Collected data =>
BEGIN
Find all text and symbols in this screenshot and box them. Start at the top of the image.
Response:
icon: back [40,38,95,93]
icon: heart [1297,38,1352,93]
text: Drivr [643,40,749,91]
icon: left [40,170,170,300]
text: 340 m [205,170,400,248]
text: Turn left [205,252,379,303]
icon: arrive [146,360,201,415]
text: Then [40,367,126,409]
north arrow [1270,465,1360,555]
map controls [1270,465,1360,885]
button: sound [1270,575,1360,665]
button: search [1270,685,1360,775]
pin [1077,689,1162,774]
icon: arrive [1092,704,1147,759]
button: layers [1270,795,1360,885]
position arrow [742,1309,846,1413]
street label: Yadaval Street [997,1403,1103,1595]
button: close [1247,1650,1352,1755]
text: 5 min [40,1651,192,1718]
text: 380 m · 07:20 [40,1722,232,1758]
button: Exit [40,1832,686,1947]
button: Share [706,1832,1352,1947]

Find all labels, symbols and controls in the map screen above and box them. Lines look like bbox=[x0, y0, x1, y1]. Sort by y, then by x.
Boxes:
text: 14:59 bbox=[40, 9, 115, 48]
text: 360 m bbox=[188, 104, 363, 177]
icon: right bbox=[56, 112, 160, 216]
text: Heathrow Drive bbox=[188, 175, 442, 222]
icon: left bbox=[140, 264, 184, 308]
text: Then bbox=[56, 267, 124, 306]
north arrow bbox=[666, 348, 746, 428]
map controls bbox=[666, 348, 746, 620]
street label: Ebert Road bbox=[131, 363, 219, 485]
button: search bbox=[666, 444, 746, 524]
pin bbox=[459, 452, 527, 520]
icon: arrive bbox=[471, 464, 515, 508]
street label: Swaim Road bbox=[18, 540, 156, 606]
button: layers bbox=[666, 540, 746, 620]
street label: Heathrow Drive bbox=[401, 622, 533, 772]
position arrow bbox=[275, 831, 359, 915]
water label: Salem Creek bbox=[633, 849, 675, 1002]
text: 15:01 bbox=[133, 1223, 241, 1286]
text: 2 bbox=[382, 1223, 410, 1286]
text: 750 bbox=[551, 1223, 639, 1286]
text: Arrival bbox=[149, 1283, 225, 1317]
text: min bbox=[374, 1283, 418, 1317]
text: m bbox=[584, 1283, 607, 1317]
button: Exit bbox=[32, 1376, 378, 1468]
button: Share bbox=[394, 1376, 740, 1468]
END
Task description => The answer should reproduce all of the data without any alteration.

Response to this task =>
Find all text and symbols in this screenshot and box them. Start at the top of the image.
Response:
icon: back [40,38,95,93]
icon: heart [1297,38,1352,93]
text: Drivr [643,40,749,91]
icon: left [40,170,170,300]
text: 340 m [205,170,400,248]
text: Turn left [205,252,379,303]
icon: arrive [146,360,201,415]
text: Then [40,367,126,409]
north arrow [1270,465,1360,555]
map controls [1270,465,1360,885]
button: sound [1270,575,1360,665]
button: search [1270,685,1360,775]
pin [1077,689,1162,774]
icon: arrive [1092,704,1147,759]
button: layers [1270,795,1360,885]
position arrow [742,1309,846,1413]
street label: Yadaval Street [997,1403,1103,1595]
button: close [1247,1650,1352,1755]
text: 5 min [40,1651,192,1718]
text: 380 m · 07:20 [40,1722,232,1758]
button: Exit [40,1832,686,1947]
button: Share [706,1832,1352,1947]

Find all labels, symbols and controls in the map screen above and box them. Lines look like bbox=[x0, y0, x1, y1]. Sort by y, then by x.
Boxes:
text: 14:59 bbox=[40, 9, 115, 48]
text: 360 m bbox=[188, 104, 363, 177]
icon: right bbox=[56, 112, 160, 216]
text: Heathrow Drive bbox=[188, 175, 442, 222]
icon: left bbox=[140, 264, 184, 308]
text: Then bbox=[56, 267, 124, 306]
north arrow bbox=[666, 348, 746, 428]
map controls bbox=[666, 348, 746, 620]
street label: Ebert Road bbox=[131, 363, 219, 485]
button: search bbox=[666, 444, 746, 524]
pin bbox=[459, 452, 527, 520]
icon: arrive bbox=[471, 464, 515, 508]
street label: Swaim Road bbox=[18, 540, 156, 606]
button: layers bbox=[666, 540, 746, 620]
street label: Heathrow Drive bbox=[401, 622, 533, 772]
position arrow bbox=[275, 831, 359, 915]
water label: Salem Creek bbox=[633, 849, 675, 1002]
text: 15:01 bbox=[133, 1223, 241, 1286]
text: 2 bbox=[382, 1223, 410, 1286]
text: 750 bbox=[551, 1223, 639, 1286]
text: Arrival bbox=[149, 1283, 225, 1317]
text: min bbox=[374, 1283, 418, 1317]
text: m bbox=[584, 1283, 607, 1317]
button: Exit bbox=[32, 1376, 378, 1468]
button: Share bbox=[394, 1376, 740, 1468]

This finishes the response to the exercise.